▸ **What this task involves**: Go over the records and count each line that has the string "weight". Give the number and nothing else.

=====

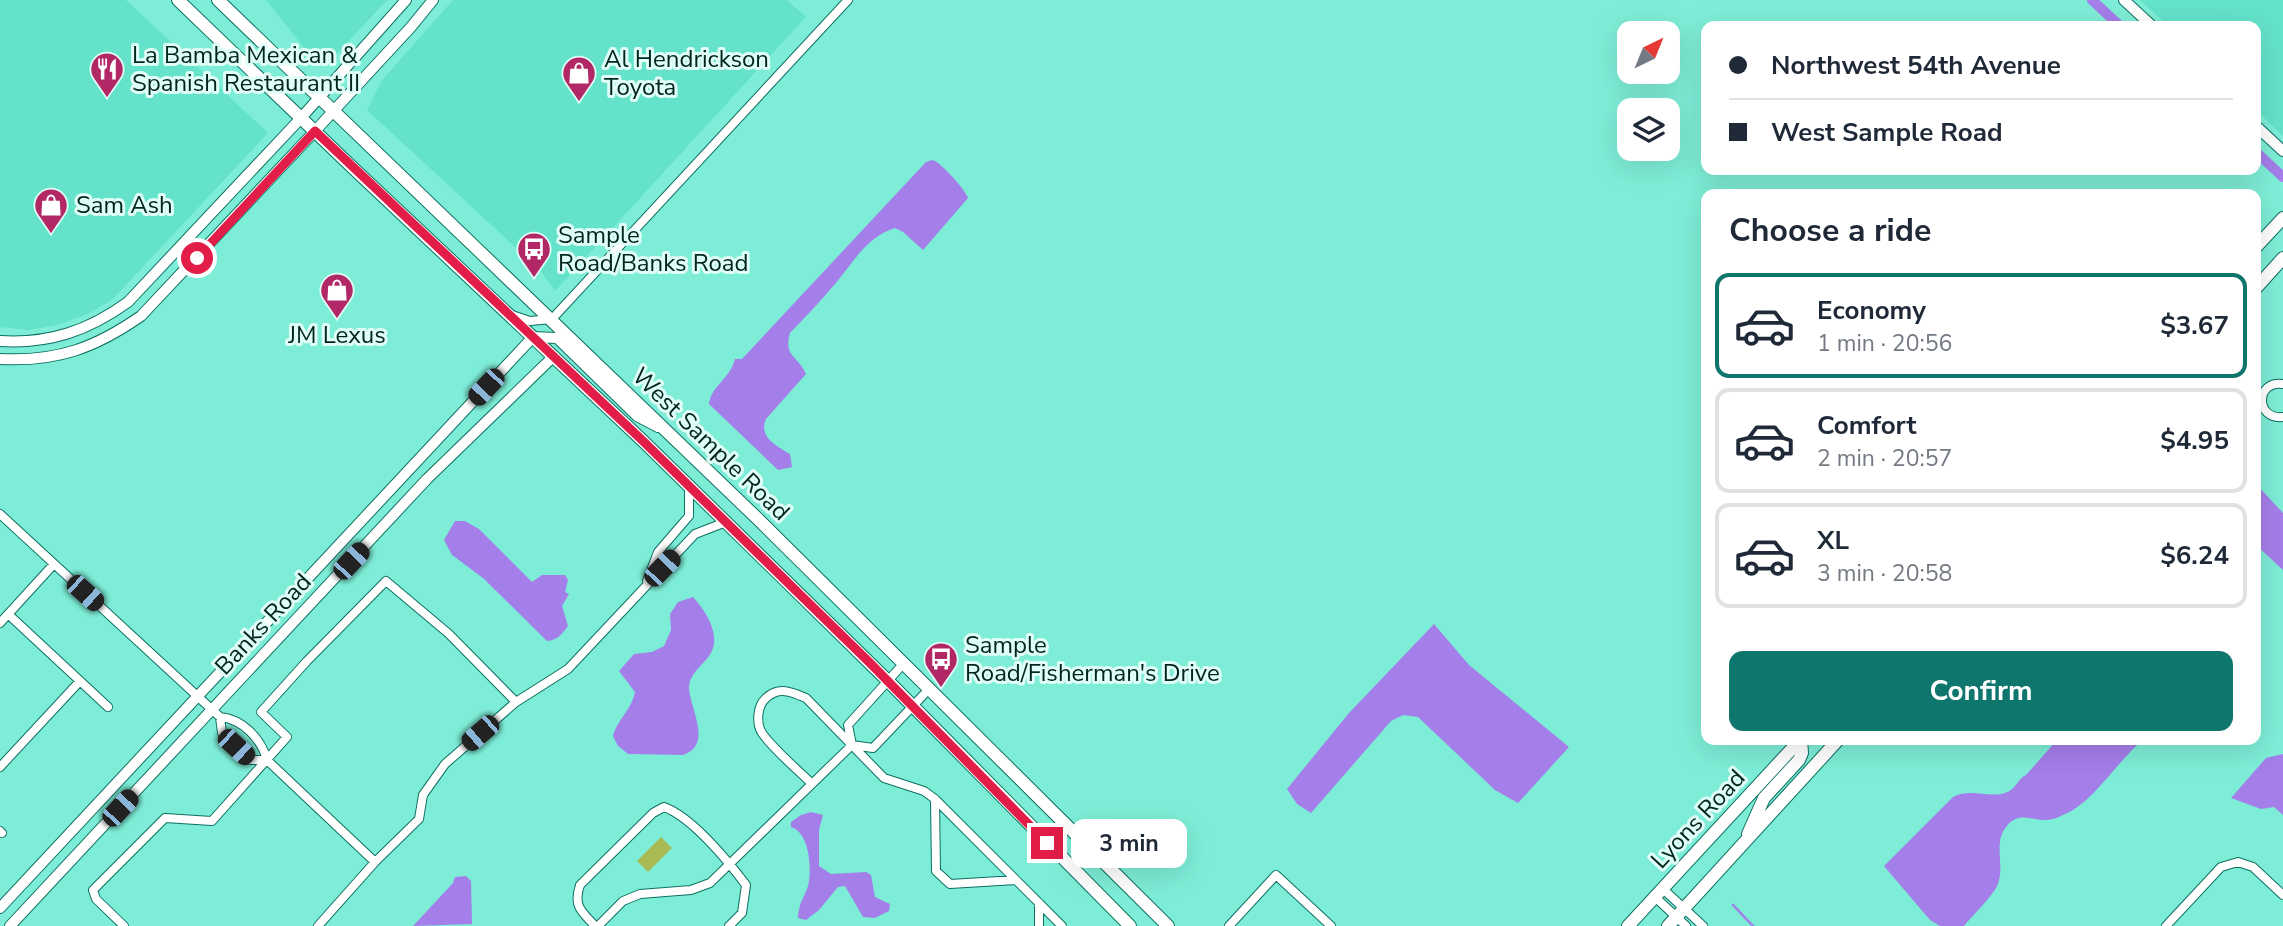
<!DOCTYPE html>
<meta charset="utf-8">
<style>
:root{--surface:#fff;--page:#f2f2f3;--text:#1f2937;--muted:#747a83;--line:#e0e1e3;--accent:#0f766e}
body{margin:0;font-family:"Nunito Sans",sans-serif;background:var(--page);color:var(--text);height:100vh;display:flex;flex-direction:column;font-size:26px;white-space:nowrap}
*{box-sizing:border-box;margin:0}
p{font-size:23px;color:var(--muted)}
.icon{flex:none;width:38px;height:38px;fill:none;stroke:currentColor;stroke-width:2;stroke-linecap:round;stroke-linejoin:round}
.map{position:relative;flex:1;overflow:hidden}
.details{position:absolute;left:1701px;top:189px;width:560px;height:556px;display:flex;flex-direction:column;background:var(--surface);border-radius:14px;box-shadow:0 7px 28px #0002}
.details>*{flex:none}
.banner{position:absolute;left:1701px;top:21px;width:560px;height:154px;border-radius:14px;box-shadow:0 7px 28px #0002;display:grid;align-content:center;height:154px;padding:0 28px;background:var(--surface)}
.needle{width:46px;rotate:43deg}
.buttons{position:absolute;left:1617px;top:21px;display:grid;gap:14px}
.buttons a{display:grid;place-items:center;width:63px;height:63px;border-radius:14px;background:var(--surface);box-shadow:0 7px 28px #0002;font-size:35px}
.end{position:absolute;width:32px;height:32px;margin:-16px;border:9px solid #e11d48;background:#fff;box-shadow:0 0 0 4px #fff}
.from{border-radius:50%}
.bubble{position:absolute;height:49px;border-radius:14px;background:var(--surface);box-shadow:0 7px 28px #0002;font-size:23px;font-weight:700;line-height:49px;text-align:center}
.car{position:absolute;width:21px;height:42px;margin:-21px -10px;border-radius:9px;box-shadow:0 0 5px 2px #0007;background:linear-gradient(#222 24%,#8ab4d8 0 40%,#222 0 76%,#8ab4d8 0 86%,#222 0)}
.banner b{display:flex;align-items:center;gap:24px;height:66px;font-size:26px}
.banner b+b{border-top:2px solid var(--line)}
.banner i{width:18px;height:18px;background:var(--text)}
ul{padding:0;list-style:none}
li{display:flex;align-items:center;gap:21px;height:105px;margin:0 14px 10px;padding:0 14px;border:4px solid var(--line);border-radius:14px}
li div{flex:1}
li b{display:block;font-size:26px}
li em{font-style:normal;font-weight:700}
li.current{border-color:var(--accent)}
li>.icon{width:63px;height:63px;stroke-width:1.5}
h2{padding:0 28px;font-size:32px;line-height:84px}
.button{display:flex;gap:14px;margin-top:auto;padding:14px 28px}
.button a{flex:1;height:80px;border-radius:14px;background:var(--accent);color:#fff;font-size:28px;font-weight:700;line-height:80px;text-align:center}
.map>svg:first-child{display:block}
.built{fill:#64e3ca}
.green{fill:#a7ba54}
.water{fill:#a47ee9}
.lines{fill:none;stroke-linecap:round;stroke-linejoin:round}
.stream{stroke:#a47ee9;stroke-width:2.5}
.canal{stroke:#a47ee9;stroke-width:10}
.minor-casing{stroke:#0c7061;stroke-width:10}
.tertiary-casing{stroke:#0c7061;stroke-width:12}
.primary-casing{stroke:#0c7061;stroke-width:14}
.minor{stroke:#fff;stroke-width:8}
.tertiary{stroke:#fff;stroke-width:10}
.primary{stroke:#fff;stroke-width:12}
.route{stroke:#e11d48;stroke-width:9}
.labels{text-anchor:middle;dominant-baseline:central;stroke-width:6;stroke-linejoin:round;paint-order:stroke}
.poi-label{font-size:24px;fill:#00251f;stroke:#e0fef7;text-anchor:start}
.street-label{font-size:24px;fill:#00251f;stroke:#e0fef7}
</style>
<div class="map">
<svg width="2283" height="926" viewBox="0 0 2283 926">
<rect width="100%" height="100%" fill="#7eedd7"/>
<!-- built -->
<path class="built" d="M0,0H126L268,133L112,300L88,314L58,325L28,330L0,327Z
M266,0H387L330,61L314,60Z
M453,0H787L806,17L555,291L540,270L367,110L382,80Z
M2140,0H2283V136L2256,110V26H2168Z"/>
<!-- green -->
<path class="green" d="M661,837L672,848L648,872L637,861Z"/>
<!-- water -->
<path class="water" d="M933,160C940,162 966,190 968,198L923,250L903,232L895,228C866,237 853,263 835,284C821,301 805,317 790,333C783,357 799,356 806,374L766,419C758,437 777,446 790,454L792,467L778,470L709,404C711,386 730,379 735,359H742L926,162Z
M2256,484L2283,513V570L2256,545Z
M455,521H465L479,529L532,582L542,575H565L568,580L565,592L569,594L562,606L568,626C562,634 558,640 547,641L483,578L452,555L444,540Z
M693,597C706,611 723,637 709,656C702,666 690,673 689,687C689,707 714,745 683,755L628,754L618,746L613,736C617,720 632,709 635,692L619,671L634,654L652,652L664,646L671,630L670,614L678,602Z
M1434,624L1469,665L1569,747L1518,803L1495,790L1418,717L1403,715L1391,721L1311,813L1297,804L1287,789L1349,713Z
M2057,740H2143C2117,761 2094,802 2065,814C2059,817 2052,820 2045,820C2030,820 2018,811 2006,827C1993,843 2005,865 1998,884C1993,896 1973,915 1964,926H1940L1930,920L1884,866L1953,797C1970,788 1988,798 2005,793C2016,790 2017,779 2026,775Z
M2283,754V815L2274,807L2261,809L2231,798L2266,758Z
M811,812L823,815L819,830V866L831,874L866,872L871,875L875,897L890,904L889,911L875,918L863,917L845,886L838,887L819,910L806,920L798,918C799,901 804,899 808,886C812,869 810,833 791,827V822L801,815Z
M466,876L471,881L472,924L413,926L453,883L455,877Z"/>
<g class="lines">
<!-- stream -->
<path class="stream" d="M1733,905L1753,926"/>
<!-- canal -->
<path class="canal" d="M2092,0L2120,26
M2256,152L2283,177"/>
<!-- minor casing -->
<g class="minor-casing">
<path id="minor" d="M512,315L530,321L552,319L848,0
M2283,384C2255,380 2255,420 2283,417
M0,514L220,717C242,719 261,738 267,760L375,862
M647,581L658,552L689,516V486
M8,614L108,707
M0,623L54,564
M220,717L222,733L250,760H267
M852,745L848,725L904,663
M852,745L873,748L929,689
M0,767L80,681
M812,784C798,770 773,749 762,733C756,723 757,706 766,698C779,686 792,692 806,698L884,778L924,791L935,799L1062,926
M935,799L936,871L950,884L1016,880
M0,831L2,833
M1662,888L1703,926
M1655,897L1686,926
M1039,903V926
M124,926L96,899L93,890L165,818L212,821L287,737L261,712L307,661L386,581L449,634L516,702
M318,926L375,862L419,819L423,795L445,764L516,702L568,669L695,534L726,522
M595,926C581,911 573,906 580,885L653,813L664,807C692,817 728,861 746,885L742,913L729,926
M598,926L623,901L640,894L691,890L710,883L852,745
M1229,926L1276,875L1331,926
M2166,926L2221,867L2238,862L2253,867L2283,895"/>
</g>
<!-- tertiary casing -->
<g class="tertiary-casing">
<path id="tertiary" d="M2124,0L2152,26
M2256,126L2283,151
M0,341C49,344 88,331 128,302L301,118L406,0
M0,359C57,362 95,348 141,316L315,131L411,27L433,0
M0,908L533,337L557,338L637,416L658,427
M10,926L427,479L554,356"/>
</g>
<!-- primary casing -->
<g class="primary-casing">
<path id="primary" d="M178,0L353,168L643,441L888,681L1130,926
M218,0L761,522L1168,926
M2256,247L2283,218
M2256,288L2283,258
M1748,834L1764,798L1799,760L1802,753L1801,740
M1628,926L1800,740
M1668,926L1838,740"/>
</g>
<!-- minor -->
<use href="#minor" class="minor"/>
<!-- tertiary -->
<use href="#tertiary" class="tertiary"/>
<!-- primary -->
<use href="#primary" class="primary"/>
</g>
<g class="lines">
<!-- route -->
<path class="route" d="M197,258L315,131L643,441L870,663L1047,843"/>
</g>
<!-- icons -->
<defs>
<g id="restaurant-pin" transform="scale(1.75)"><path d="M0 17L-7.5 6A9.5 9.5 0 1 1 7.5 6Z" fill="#b22866" stroke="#e0fef7"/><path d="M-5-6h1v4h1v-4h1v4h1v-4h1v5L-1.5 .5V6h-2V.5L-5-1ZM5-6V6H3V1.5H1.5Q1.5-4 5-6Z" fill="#fff"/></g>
<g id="shop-pin" transform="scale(1.75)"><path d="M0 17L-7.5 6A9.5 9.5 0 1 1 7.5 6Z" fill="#b22866" stroke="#e0fef7"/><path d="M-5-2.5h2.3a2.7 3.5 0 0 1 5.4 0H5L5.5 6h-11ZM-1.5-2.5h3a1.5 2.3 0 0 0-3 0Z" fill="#fff"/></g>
<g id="bus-pin" transform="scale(1.75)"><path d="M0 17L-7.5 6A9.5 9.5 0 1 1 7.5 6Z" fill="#b22866" stroke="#e0fef7"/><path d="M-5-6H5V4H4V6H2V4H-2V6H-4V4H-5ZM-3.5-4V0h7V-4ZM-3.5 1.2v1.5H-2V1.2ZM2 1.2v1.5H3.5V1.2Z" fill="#fff"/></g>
</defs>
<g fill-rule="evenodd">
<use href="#restaurant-pin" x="107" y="69"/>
<use href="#shop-pin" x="579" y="73"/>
<use href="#shop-pin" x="51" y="205"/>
<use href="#bus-pin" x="534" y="249"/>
<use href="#shop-pin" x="337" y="290"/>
<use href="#bus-pin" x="941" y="659"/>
</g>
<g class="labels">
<!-- poi labels -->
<g class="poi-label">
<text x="132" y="55">La Bamba Mexican &amp;<tspan x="132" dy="28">Spanish Restaurant II</tspan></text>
<text x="604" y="59">Al Hendrickson<tspan x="604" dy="28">Toyota</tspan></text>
<text x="76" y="205">Sam Ash</text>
<text x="558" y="235">Sample<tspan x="558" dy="28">Road/Banks Road</tspan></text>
<text x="337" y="335" text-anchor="middle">JM Lexus</text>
<text x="965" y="645">Sample<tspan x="965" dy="28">Road/Fisherman's Drive</tspan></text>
</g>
<!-- street labels -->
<g class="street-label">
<text transform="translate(711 444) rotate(44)">West Sample Road</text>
<text transform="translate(263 624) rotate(-47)">Banks Road</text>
<text transform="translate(1698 819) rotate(-47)">Lyons Road</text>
</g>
</g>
</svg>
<div class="buttons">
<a><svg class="needle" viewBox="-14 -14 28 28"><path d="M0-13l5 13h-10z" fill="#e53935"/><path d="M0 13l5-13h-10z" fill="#747a83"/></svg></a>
<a><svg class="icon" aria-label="layers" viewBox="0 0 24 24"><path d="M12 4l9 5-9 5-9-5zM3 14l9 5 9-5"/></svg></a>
</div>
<i class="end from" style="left:197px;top:258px"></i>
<i class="end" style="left:1047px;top:843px"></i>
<div class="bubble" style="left:1071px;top:819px;width:116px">3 min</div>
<i class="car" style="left:486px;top:387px;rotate:223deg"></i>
<i class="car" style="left:351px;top:561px;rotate:43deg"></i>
<i class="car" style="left:662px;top:568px;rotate:44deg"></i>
<i class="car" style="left:85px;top:593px;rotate:132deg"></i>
<i class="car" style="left:480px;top:733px;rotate:229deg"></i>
<i class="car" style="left:236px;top:747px;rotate:133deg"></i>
<i class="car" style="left:120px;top:808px;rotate:43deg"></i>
<div class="banner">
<b><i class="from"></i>Northwest 54th Avenue</b>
<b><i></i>West Sample Road</b>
</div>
<section class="details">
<h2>Choose a ride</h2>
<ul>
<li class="current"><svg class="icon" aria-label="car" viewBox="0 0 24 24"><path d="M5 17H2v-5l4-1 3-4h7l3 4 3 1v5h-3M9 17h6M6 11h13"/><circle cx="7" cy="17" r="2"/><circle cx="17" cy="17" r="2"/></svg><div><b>Economy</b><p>1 min · 20:56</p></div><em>$3.67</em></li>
<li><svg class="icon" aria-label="car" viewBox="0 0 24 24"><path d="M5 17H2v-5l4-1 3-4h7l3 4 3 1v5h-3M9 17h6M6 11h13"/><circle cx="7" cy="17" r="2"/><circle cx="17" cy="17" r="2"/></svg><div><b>Comfort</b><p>2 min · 20:57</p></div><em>$4.95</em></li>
<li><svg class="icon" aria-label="car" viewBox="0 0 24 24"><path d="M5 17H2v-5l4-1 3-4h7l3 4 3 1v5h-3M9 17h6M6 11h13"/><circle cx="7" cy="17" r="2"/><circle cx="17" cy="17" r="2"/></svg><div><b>XL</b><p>3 min · 20:58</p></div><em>$6.24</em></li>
</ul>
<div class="button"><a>Confirm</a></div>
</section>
</div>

=====

▸ **Problem solution**: 3